(Saved entries)
■ ■ ■ ■ ■ ■ ■

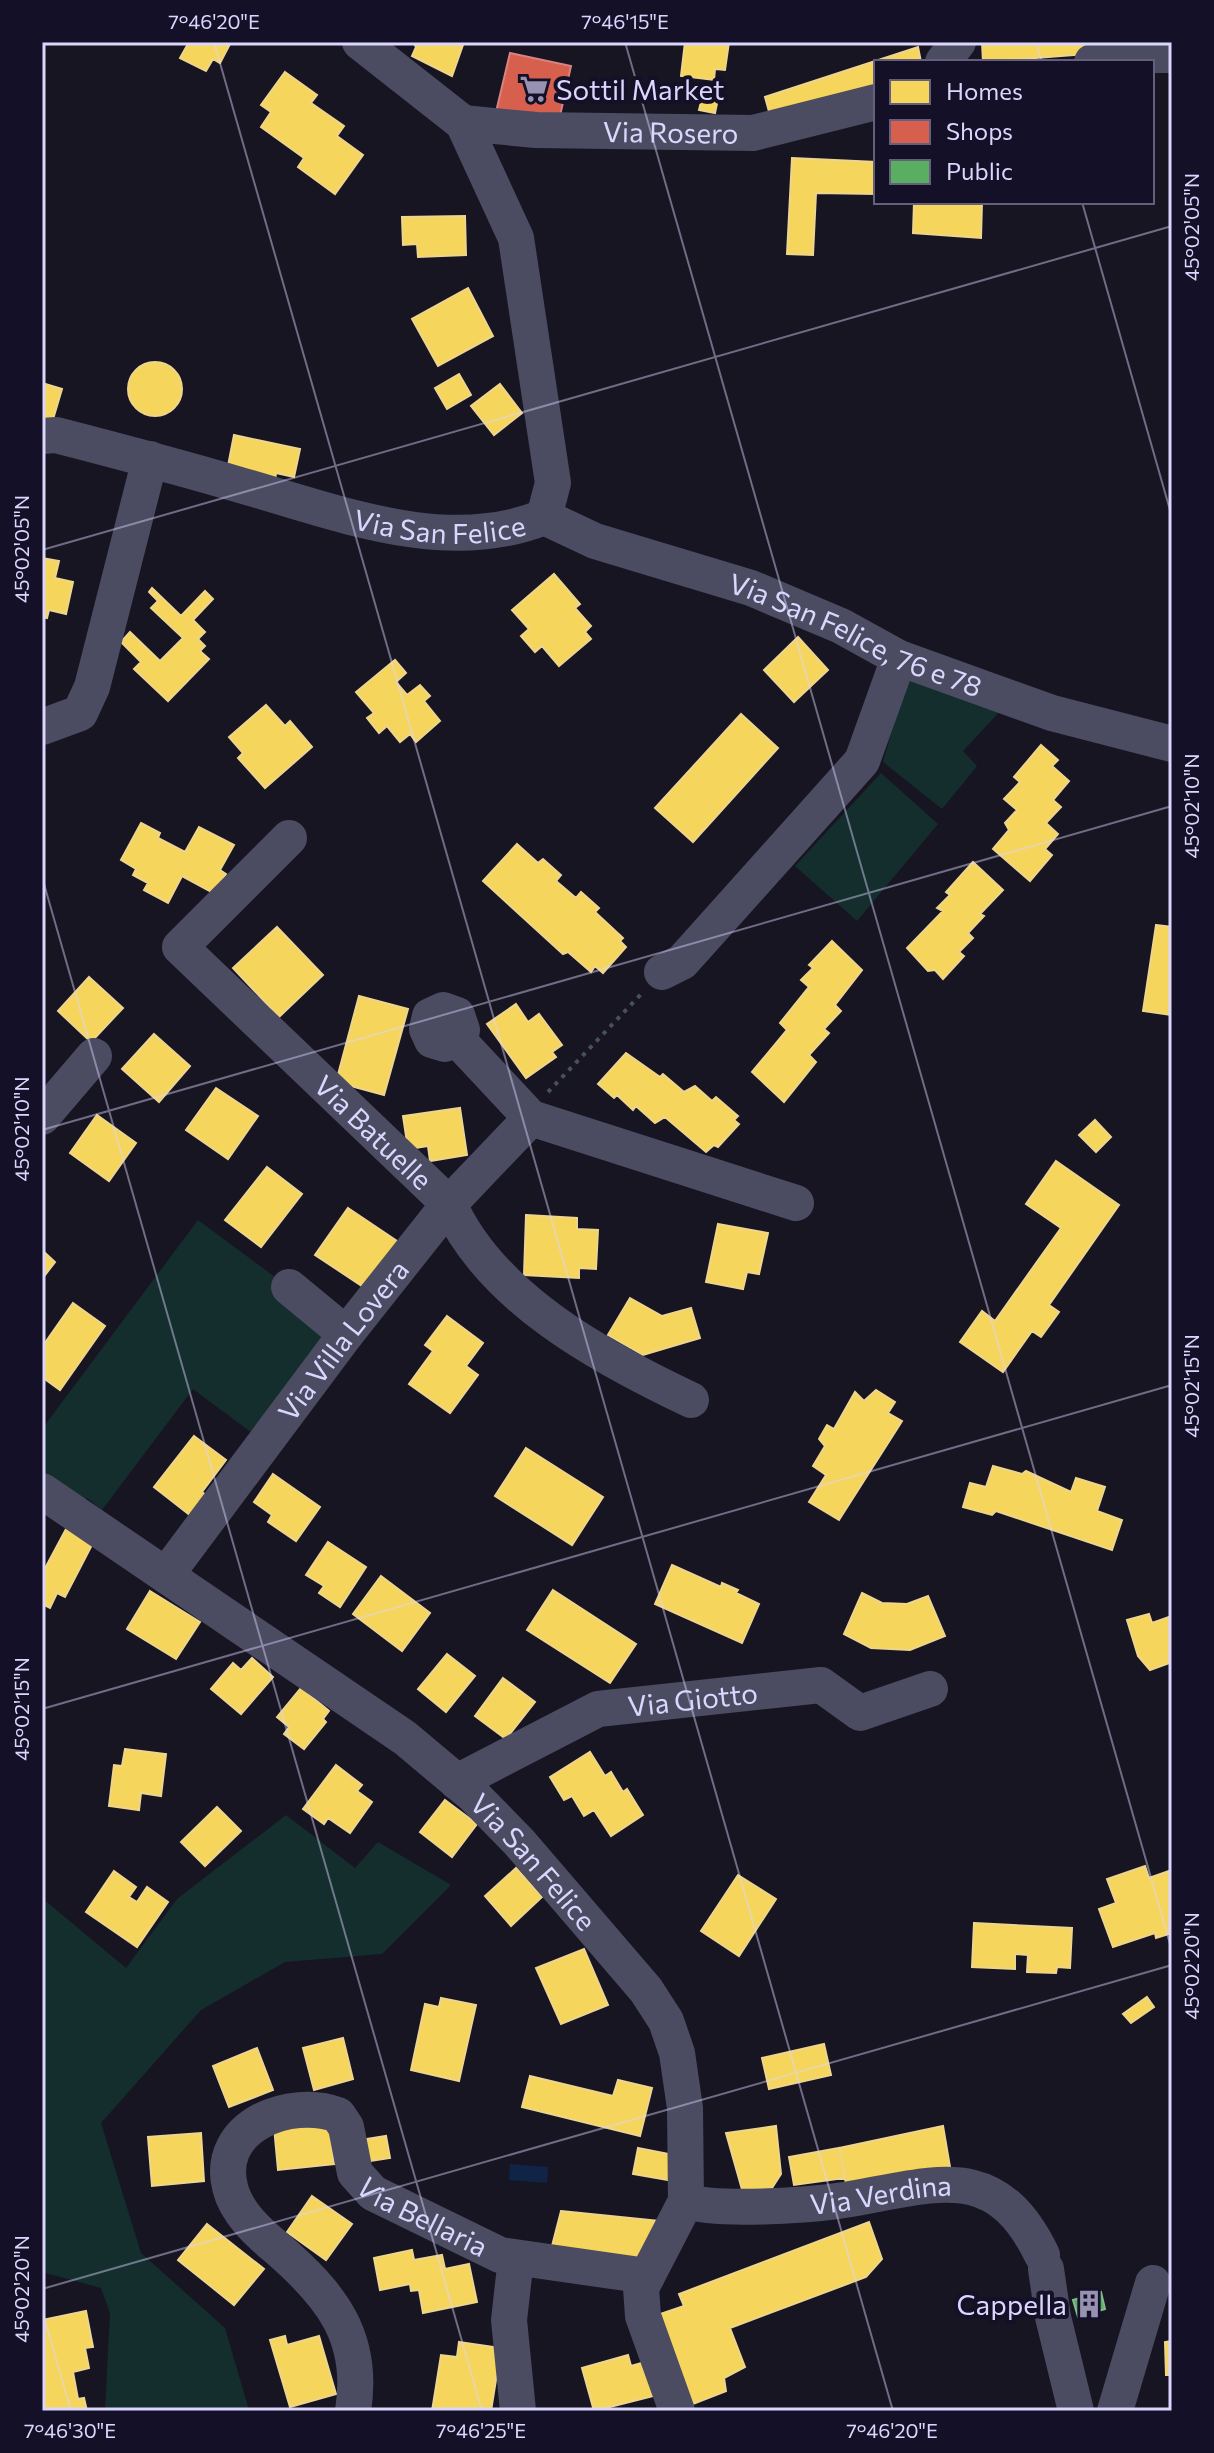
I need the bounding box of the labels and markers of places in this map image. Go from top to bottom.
place label: Sottil Market [556,72,725,106]
supermarket icon: Sottil Market [519,74,549,104]
place label: Cappella [956,2287,1067,2321]
building icon: Cappella [1074,2289,1104,2319]

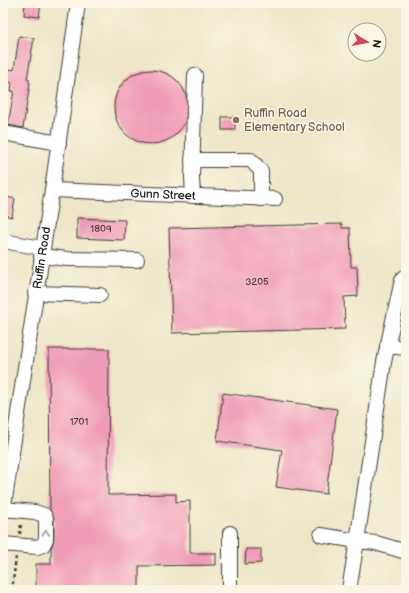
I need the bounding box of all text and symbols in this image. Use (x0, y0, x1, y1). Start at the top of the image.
north arrow (347, 22, 387, 62)
text: N (369, 38, 383, 49)
place label: Ruffin Road Elementary School (244, 106, 345, 135)
marker: Ruffin Road Elementary School (231, 115, 241, 125)
street label: Gunn Street (130, 186, 196, 203)
house number: 1809 (90, 223, 112, 235)
street label: Ruffin Road (30, 226, 54, 290)
house number: 3205 (245, 276, 269, 288)
house number: 1701 (70, 416, 88, 428)
one-way arrow (42, 530, 50, 536)

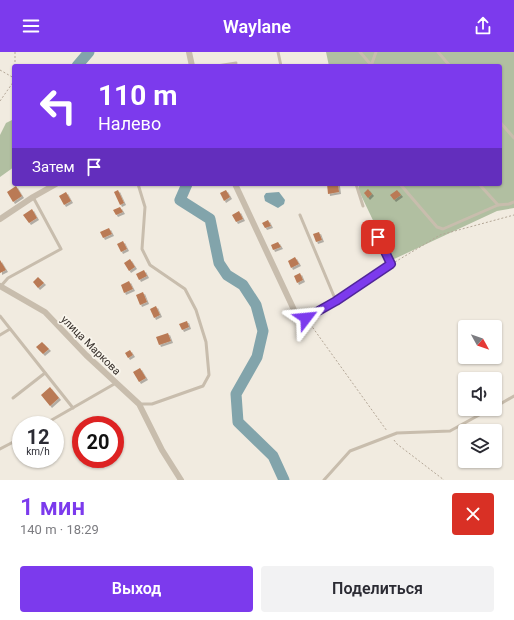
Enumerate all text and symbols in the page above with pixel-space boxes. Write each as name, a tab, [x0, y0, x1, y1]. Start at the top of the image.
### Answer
icon: menu	[20, 15, 42, 37]
icon: share	[472, 15, 494, 37]
text: Waylane	[223, 16, 291, 37]
text: 110 m	[98, 79, 177, 112]
icon: left	[32, 80, 84, 132]
text: Налево	[98, 113, 161, 134]
icon: arrive	[83, 156, 105, 178]
text: Затем	[32, 158, 75, 176]
pin	[361, 220, 395, 254]
icon: arrive	[367, 226, 389, 248]
position arrow	[285, 297, 327, 339]
street label: улица Маркова	[58, 313, 123, 378]
north arrow	[458, 320, 502, 364]
map controls	[458, 320, 502, 468]
button: sound	[458, 372, 502, 416]
speed limit sign: 20	[72, 416, 124, 468]
button: layers	[458, 424, 502, 468]
text: 12	[27, 425, 49, 449]
text: km/h	[26, 446, 50, 457]
text: 1 мин	[20, 493, 85, 521]
button: close	[452, 493, 494, 535]
text: 140 m · 18:29	[20, 522, 99, 537]
button: Выход	[20, 566, 253, 612]
button: Поделиться	[261, 566, 494, 612]

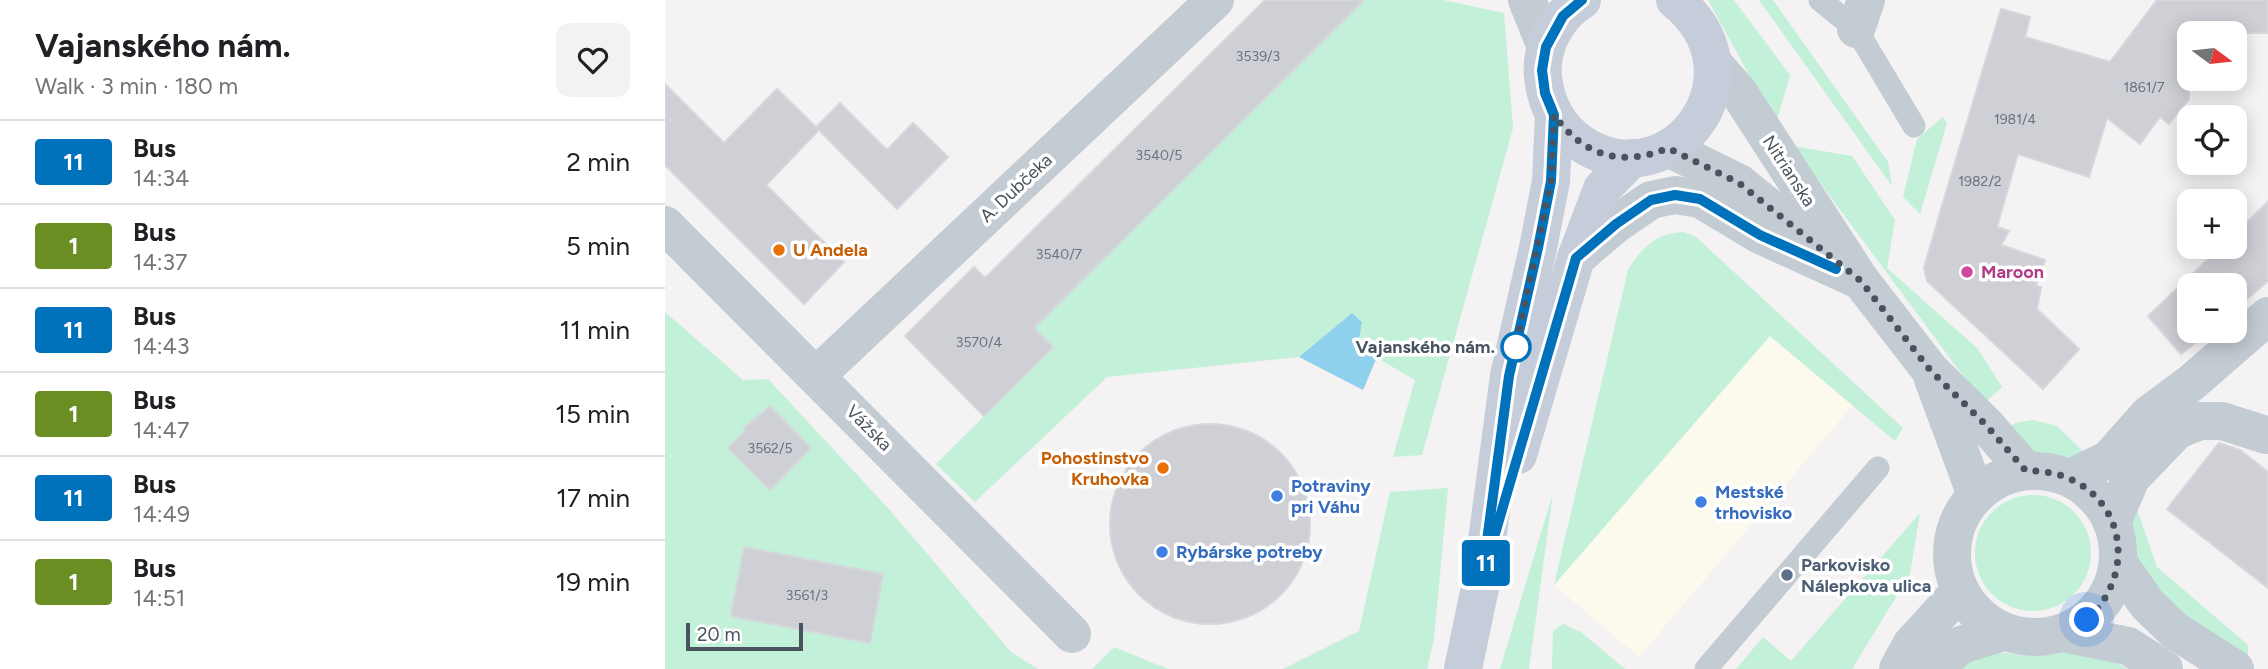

■ ■ ■ ■ ■ ■ ■

**Problem:**
Only exact duplicates of the lines from the one containing "Enumerate all text" through the final line of the entries, both included, are needed, with pictures left out.

**Expected output:**
Enumerate all text and symbols in the page above with pixel-space boxes. Write each as name, a tab, [x0, y0, x1, y1]. Start at the top of the image.
### Answer
icon: menu	[20, 15, 42, 37]
icon: share	[472, 15, 494, 37]
text: Waylane	[223, 16, 291, 37]
text: 110 m	[98, 79, 177, 112]
icon: left	[32, 80, 84, 132]
text: Налево	[98, 113, 161, 134]
icon: arrive	[83, 156, 105, 178]
text: Затем	[32, 158, 75, 176]
pin	[361, 220, 395, 254]
icon: arrive	[367, 226, 389, 248]
position arrow	[285, 297, 327, 339]
street label: улица Маркова	[58, 313, 123, 378]
north arrow	[458, 320, 502, 364]
map controls	[458, 320, 502, 468]
button: sound	[458, 372, 502, 416]
speed limit sign: 20	[72, 416, 124, 468]
button: layers	[458, 424, 502, 468]
text: 12	[27, 425, 49, 449]
text: km/h	[26, 446, 50, 457]
text: 1 мин	[20, 493, 85, 521]
button: close	[452, 493, 494, 535]
text: 140 m · 18:29	[20, 522, 99, 537]
button: Выход	[20, 566, 253, 612]
button: Поделиться	[261, 566, 494, 612]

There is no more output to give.